__Task to carry out__. If a line of the entries below includes the word "Avenue", it counts; state the total and nothing further.

Records from a data source:

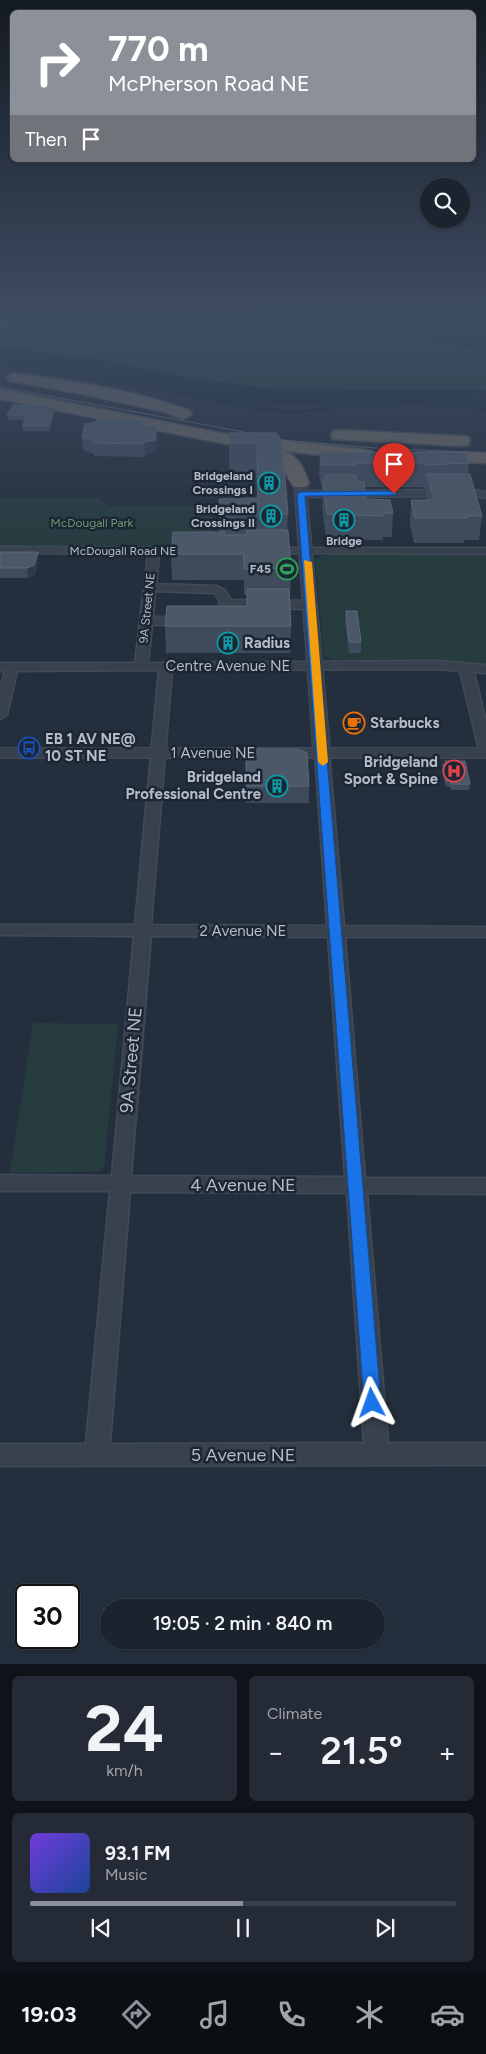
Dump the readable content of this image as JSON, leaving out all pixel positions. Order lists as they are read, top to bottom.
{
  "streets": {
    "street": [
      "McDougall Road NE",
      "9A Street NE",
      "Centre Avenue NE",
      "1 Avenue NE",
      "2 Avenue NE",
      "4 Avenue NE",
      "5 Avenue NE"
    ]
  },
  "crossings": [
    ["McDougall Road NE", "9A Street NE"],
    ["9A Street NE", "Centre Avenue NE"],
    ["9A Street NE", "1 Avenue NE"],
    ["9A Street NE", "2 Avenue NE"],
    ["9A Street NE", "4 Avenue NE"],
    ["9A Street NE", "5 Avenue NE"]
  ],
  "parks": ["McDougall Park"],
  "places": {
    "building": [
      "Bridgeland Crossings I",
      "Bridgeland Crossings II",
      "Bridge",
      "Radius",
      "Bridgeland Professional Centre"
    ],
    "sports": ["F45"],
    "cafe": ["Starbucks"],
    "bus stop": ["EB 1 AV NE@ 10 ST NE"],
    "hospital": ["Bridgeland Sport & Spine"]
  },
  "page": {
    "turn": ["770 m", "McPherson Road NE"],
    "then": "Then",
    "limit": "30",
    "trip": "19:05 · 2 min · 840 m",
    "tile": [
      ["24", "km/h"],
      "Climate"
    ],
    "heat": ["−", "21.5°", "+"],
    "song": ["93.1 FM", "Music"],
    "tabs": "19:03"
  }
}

__Answer space__. 10